**What you will do:**
Each line of the data that includes "width" must be copied.

**Data extracts:**
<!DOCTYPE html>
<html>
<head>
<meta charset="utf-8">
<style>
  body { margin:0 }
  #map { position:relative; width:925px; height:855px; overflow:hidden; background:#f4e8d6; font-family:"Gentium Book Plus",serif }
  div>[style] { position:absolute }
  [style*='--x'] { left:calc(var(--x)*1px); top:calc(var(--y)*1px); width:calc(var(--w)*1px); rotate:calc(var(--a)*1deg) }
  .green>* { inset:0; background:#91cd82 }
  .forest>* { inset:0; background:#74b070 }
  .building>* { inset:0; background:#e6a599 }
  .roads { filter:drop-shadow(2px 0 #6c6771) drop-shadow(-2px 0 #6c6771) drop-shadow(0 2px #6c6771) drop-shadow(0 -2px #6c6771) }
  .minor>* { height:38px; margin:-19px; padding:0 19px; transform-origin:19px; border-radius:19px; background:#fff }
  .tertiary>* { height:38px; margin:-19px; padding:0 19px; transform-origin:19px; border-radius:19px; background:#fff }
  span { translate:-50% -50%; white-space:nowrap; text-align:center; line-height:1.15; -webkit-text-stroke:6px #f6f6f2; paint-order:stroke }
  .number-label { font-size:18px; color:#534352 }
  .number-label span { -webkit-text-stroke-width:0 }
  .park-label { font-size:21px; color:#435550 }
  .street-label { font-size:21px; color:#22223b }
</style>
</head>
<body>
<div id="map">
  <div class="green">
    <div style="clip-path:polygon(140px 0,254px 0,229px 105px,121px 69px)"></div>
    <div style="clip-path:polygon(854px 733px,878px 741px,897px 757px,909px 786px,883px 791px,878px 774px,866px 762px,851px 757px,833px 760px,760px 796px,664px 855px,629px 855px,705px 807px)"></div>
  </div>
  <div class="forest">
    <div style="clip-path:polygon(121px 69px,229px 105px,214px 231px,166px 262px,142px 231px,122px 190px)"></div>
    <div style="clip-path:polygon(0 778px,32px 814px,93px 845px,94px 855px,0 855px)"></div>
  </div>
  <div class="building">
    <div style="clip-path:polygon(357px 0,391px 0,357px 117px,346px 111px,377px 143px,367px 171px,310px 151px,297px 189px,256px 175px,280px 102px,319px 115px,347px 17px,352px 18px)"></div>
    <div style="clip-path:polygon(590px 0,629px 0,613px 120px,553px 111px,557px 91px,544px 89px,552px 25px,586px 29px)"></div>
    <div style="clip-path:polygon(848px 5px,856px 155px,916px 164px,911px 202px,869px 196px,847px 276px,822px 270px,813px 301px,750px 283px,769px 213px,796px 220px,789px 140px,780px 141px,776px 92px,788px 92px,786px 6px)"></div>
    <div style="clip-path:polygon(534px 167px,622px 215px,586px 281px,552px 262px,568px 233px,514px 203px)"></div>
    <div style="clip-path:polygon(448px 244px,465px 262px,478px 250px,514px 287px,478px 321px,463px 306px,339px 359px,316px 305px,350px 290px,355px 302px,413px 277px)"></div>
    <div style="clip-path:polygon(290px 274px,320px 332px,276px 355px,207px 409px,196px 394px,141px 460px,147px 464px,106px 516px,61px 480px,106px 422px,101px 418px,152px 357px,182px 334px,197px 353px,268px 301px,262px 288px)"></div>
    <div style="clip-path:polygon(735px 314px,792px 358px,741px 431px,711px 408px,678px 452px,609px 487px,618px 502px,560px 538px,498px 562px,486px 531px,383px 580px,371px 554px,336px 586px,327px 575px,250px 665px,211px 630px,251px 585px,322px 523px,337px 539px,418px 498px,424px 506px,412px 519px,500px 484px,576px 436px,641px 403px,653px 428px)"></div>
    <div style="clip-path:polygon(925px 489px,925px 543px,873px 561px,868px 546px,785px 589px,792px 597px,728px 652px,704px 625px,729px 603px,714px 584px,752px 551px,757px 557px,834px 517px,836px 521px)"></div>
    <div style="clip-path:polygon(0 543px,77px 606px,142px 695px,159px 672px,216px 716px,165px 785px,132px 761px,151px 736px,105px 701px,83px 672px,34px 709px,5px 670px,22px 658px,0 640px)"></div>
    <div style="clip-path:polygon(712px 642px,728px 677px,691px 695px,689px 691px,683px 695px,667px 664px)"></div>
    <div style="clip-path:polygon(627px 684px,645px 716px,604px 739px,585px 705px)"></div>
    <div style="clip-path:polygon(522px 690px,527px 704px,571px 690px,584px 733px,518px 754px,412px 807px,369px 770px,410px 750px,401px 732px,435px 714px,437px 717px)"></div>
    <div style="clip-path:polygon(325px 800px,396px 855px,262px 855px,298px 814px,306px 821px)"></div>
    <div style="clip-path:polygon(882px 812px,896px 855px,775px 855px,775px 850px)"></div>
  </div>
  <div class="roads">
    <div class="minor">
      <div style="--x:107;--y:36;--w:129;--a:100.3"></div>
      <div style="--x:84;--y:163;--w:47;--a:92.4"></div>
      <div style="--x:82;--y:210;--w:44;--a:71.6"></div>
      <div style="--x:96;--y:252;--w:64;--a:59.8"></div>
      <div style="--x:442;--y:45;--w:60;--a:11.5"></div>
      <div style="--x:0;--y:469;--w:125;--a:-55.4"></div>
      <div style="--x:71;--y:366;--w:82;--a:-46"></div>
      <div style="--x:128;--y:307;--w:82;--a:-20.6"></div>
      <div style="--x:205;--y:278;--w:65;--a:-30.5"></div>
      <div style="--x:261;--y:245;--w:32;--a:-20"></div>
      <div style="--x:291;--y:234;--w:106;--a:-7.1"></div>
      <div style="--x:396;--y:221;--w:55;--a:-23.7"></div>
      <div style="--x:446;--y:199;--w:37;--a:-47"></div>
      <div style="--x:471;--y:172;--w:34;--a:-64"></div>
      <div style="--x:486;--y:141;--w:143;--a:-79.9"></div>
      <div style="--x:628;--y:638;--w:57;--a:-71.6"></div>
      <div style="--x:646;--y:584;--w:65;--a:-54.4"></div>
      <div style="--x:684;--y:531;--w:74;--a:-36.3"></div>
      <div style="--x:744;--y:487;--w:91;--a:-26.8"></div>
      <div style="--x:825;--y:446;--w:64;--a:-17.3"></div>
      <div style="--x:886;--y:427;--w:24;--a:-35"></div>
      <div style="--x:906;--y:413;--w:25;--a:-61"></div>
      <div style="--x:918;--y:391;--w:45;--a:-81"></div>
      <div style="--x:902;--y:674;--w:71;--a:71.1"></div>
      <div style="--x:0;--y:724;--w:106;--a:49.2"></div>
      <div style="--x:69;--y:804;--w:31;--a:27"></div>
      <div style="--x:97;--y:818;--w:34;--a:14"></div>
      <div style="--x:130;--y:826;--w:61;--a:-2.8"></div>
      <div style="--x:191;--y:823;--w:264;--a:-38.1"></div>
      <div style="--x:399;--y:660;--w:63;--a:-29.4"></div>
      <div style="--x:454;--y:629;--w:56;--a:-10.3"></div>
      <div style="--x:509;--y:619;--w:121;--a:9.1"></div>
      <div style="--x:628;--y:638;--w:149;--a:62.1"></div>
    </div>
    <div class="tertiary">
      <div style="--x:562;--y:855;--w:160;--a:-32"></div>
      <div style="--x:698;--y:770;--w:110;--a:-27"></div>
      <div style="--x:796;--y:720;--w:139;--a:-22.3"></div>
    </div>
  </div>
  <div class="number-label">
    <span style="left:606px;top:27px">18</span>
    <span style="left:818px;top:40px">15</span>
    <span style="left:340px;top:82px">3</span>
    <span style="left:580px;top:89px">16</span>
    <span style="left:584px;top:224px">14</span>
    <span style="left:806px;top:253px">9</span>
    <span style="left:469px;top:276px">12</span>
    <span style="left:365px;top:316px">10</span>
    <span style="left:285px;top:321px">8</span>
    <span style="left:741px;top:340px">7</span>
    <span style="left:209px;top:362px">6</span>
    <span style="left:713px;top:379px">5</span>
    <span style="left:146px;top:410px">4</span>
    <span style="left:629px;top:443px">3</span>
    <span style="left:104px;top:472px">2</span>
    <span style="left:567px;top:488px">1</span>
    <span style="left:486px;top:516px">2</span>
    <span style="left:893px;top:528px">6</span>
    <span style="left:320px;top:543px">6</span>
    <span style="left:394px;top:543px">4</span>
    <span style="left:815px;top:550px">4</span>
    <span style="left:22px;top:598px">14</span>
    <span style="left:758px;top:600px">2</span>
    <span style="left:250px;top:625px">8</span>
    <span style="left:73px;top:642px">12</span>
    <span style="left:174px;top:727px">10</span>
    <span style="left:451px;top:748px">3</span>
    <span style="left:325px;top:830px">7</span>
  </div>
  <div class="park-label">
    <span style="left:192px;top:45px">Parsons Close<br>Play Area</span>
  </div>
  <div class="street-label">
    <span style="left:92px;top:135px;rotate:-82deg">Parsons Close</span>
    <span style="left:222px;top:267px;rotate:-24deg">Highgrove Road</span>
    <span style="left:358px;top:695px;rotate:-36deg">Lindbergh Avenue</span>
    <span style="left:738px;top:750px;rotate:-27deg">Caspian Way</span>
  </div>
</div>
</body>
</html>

**Task result:**
  #map { position:relative; width:925px; height:855px; overflow:hidden; background:#f4e8d6; font-family:"Gentium Book Plus",serif }
  [style*='--x'] { left:calc(var(--x)*1px); top:calc(var(--y)*1px); width:calc(var(--w)*1px); rotate:calc(var(--a)*1deg) }
  .number-label span { -webkit-text-stroke-width:0 }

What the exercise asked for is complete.